North Korea is creating its own time zone, Pyongyang Standard Time, to break away from the time zone imposed by Japan's "imperialists".
The new time zone, set back by 30 minutes, will come into force on 15 August coinciding with the country's 70th anniversary of liberation from Japanese forces.
"The wicked Japanese imperialists committed such unpardonable crimes as depriving Korea of even its standard time while mercilessly trampling down its land with 5,000-year-long history and culture and pursuing the unheard-of policy of obliterating the Korean nation," said a statement from the Korean Central News Agency (KCNA).
The North's current standard time, which is nine hours ahead of GMT, is the same as that of South Korea and Japan. The decree, announced by the country's top lawmaking body, the Presidium of the Supreme People's Assembly, would roll back the North to the time zone which was present before Japan colonised the Korean peninsula.
Sentiments against Japan's colonialism run deep in both Koreas a period in which hundreds of thousands of Koreans were tortured.
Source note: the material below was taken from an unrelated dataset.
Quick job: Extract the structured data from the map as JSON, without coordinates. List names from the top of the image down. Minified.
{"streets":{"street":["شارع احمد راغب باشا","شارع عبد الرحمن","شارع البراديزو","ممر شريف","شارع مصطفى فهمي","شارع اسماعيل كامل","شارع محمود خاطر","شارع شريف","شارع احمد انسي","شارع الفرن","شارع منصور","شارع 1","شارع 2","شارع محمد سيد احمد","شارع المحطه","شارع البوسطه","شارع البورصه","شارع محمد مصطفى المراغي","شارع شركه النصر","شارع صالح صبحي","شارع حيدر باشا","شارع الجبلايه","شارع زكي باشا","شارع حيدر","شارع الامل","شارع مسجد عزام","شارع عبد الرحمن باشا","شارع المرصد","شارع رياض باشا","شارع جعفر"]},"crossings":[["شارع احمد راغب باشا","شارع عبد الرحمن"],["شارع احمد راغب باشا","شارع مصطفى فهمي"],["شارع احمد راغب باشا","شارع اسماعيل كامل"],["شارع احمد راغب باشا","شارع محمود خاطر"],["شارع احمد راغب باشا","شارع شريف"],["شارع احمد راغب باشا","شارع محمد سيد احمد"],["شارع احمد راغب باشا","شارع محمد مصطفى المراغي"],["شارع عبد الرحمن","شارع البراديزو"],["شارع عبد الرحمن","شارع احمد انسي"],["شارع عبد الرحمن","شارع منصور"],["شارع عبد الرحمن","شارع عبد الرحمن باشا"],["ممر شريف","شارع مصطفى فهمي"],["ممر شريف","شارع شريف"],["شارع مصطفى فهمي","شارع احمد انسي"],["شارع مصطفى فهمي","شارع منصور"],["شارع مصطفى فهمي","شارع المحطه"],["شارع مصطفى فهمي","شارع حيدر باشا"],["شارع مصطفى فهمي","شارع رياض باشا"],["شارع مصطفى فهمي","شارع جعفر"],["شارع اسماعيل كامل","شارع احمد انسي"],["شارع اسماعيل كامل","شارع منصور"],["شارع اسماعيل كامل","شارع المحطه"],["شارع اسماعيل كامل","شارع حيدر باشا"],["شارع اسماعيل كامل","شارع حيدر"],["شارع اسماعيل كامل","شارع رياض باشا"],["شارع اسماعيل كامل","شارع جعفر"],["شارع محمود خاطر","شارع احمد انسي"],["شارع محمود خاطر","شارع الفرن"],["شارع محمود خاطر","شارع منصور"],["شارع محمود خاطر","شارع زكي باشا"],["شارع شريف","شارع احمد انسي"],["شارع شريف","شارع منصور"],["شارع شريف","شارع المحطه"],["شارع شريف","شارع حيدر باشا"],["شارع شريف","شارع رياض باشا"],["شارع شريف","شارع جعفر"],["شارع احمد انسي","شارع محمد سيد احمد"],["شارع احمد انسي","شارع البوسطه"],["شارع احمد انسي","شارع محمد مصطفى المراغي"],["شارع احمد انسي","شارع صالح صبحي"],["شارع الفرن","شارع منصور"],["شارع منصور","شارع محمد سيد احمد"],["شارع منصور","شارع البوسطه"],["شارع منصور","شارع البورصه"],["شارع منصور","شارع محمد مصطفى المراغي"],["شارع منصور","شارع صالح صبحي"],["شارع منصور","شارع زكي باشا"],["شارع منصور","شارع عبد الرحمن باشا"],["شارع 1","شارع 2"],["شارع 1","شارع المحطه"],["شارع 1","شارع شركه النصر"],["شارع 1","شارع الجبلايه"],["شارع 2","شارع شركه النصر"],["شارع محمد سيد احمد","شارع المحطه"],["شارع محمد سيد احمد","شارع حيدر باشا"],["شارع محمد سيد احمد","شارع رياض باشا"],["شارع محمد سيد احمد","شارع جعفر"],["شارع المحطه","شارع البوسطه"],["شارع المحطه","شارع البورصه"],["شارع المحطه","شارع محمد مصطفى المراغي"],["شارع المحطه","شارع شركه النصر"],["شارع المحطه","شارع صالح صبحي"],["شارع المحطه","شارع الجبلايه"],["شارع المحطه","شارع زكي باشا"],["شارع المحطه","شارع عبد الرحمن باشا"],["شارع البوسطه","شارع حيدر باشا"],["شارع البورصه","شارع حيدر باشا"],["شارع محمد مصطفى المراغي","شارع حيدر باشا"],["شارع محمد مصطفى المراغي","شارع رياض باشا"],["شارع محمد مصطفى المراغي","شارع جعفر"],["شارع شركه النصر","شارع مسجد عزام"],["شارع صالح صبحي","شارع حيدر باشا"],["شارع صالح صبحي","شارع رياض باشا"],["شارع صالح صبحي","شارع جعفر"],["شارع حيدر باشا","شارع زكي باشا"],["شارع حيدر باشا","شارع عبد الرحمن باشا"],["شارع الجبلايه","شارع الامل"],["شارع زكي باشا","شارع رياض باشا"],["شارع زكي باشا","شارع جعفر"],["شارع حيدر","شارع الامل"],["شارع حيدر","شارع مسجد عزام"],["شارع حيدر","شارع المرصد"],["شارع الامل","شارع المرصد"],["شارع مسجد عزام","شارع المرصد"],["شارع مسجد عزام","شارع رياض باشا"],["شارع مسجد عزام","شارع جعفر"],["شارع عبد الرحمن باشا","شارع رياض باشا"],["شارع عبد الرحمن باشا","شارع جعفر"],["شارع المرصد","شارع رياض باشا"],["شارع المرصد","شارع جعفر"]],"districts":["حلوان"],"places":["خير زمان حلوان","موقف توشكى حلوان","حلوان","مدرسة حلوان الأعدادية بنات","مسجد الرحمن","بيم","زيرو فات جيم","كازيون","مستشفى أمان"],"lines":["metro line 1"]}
"Some difficulties are likely to come in inter-Korean exchanges including flows to and from the Kaesong Industrial Complex. In the long-term, it could negatively affect inter-Korean integration, standard consolidation and efforts to recover the homogeneity of the South and North," South Korea's unification ministry spokesperson Jeong Joon-hee told reporters at a news conference.
Though the South had also attempted to switch to the pre-colonial time zone, it carried on with the current standard time due practical reasons.